_Work required:_
Throughout the listing that follows, find each line with the word "canvas" and copy it.

_Recorded information:_
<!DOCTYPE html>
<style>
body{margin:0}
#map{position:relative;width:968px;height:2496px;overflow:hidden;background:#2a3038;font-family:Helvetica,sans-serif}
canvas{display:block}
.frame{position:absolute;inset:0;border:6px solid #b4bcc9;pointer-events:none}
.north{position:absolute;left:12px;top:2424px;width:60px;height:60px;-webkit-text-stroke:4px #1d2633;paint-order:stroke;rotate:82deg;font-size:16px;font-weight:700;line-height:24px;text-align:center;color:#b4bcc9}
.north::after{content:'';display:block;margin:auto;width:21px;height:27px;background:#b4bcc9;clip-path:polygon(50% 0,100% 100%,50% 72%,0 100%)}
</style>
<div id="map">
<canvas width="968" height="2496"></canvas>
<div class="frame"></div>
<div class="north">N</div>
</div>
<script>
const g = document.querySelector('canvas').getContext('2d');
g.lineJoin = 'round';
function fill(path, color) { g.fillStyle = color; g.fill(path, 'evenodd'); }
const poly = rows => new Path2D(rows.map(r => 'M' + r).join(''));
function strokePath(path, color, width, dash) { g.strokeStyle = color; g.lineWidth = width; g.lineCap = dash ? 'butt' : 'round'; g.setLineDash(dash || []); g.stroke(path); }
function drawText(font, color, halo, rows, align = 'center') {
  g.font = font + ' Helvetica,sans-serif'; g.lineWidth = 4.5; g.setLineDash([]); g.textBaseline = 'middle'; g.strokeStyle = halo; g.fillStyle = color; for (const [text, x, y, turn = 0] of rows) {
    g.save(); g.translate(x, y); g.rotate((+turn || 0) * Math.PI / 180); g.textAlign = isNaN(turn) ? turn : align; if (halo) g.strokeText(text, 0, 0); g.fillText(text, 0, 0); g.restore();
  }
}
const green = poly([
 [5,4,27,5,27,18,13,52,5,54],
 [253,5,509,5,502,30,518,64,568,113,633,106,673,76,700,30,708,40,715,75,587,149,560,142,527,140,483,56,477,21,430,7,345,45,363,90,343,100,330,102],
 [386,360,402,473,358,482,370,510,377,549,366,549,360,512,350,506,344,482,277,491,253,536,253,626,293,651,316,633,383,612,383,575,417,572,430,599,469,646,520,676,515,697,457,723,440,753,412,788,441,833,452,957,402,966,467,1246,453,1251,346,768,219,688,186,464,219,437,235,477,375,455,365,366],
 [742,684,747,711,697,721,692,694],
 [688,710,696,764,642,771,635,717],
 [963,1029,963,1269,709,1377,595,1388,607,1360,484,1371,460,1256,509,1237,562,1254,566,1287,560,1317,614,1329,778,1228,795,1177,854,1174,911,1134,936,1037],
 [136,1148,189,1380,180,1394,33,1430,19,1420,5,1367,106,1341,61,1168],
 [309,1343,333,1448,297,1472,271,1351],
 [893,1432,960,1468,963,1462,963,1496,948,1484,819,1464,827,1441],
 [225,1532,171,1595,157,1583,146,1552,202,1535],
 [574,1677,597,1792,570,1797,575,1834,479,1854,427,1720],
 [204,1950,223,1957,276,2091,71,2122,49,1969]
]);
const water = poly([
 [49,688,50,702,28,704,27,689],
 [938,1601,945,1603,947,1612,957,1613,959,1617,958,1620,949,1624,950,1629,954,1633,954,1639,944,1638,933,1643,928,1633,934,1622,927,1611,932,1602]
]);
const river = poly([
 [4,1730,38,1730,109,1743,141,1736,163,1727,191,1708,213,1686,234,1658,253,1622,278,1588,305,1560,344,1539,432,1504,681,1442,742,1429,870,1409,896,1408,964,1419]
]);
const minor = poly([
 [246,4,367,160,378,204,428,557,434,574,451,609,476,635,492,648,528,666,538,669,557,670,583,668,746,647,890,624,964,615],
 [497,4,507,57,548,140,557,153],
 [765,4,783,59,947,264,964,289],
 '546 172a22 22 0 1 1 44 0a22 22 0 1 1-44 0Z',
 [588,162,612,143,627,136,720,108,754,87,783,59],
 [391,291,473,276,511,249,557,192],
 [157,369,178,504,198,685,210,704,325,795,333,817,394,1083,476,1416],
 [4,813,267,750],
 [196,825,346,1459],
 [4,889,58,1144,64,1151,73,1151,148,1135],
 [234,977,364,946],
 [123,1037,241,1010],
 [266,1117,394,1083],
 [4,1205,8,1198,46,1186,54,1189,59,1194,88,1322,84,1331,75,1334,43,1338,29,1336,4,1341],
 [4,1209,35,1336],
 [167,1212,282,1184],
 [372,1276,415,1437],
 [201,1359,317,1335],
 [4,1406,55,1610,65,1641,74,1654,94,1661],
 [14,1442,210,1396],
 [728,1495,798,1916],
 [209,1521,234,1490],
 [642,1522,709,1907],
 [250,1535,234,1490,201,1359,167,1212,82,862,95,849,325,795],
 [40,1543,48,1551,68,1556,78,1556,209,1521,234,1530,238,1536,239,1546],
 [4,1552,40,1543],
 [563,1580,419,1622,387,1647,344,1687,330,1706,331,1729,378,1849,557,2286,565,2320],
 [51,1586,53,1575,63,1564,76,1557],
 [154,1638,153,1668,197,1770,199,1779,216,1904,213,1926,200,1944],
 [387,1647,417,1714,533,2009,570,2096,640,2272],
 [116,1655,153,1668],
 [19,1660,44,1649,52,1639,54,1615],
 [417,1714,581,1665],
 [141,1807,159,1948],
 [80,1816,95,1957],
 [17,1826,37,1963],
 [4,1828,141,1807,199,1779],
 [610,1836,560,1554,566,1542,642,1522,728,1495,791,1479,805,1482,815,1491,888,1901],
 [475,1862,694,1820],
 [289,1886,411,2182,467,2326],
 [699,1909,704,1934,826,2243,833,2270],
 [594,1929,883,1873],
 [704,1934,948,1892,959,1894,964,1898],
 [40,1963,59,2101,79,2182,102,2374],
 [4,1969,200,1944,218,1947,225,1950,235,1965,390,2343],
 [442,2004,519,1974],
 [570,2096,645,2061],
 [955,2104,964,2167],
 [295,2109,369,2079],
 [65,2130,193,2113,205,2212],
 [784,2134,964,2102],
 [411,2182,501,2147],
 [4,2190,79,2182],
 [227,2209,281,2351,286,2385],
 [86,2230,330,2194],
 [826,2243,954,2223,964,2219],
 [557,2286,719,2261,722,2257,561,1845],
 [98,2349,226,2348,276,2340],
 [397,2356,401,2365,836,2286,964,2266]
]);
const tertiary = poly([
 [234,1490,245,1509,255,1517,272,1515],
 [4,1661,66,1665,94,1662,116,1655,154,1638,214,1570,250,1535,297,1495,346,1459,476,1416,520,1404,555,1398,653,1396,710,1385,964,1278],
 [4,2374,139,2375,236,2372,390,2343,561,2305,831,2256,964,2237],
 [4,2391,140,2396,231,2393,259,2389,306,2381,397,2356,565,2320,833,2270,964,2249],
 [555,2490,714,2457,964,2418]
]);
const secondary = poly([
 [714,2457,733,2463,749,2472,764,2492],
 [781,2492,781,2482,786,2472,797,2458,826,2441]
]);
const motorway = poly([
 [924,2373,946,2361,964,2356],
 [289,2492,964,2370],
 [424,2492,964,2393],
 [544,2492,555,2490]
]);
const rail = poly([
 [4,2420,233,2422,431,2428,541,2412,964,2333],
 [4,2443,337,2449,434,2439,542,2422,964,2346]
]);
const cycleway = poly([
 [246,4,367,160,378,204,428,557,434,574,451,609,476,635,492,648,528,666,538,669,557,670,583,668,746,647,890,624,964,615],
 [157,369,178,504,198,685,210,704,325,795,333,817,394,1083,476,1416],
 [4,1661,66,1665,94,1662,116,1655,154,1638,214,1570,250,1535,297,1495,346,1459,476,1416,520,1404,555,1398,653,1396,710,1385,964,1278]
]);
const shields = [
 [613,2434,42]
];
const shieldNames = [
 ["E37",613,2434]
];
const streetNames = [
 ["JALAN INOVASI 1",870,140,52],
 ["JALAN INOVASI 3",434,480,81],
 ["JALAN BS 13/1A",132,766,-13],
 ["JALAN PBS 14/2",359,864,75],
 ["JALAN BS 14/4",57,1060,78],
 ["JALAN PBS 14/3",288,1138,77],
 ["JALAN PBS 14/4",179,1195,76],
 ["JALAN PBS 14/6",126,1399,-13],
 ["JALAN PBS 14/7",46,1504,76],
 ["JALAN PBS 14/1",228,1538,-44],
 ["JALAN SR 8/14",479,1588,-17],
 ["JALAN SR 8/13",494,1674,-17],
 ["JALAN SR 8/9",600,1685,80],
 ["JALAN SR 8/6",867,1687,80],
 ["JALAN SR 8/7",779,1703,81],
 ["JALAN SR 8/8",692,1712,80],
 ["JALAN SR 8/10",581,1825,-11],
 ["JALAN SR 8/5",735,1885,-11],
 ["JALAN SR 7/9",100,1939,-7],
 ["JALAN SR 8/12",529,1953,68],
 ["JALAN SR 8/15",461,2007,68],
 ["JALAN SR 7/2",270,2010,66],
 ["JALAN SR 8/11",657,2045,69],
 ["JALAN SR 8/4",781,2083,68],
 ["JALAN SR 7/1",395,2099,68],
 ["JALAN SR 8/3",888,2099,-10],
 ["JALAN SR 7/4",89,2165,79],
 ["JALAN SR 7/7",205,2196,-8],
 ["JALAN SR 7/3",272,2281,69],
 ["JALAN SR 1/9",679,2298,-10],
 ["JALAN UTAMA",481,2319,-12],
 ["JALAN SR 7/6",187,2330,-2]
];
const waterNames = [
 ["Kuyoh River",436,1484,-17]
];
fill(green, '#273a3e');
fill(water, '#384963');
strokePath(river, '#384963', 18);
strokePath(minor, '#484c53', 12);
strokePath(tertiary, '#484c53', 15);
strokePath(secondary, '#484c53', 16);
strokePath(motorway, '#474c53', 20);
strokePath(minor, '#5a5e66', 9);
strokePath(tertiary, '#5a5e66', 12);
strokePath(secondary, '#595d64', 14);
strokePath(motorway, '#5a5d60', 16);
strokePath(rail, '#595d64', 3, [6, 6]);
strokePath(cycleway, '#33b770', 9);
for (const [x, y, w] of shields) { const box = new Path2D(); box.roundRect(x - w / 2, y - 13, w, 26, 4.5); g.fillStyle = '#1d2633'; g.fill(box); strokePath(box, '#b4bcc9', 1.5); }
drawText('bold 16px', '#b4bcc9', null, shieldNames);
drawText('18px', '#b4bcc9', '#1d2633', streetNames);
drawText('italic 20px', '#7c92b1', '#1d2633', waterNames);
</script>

_Written solution:_
canvas{display:block}
<canvas width="968" height="2496"></canvas>
const g = document.querySelector('canvas').getContext('2d');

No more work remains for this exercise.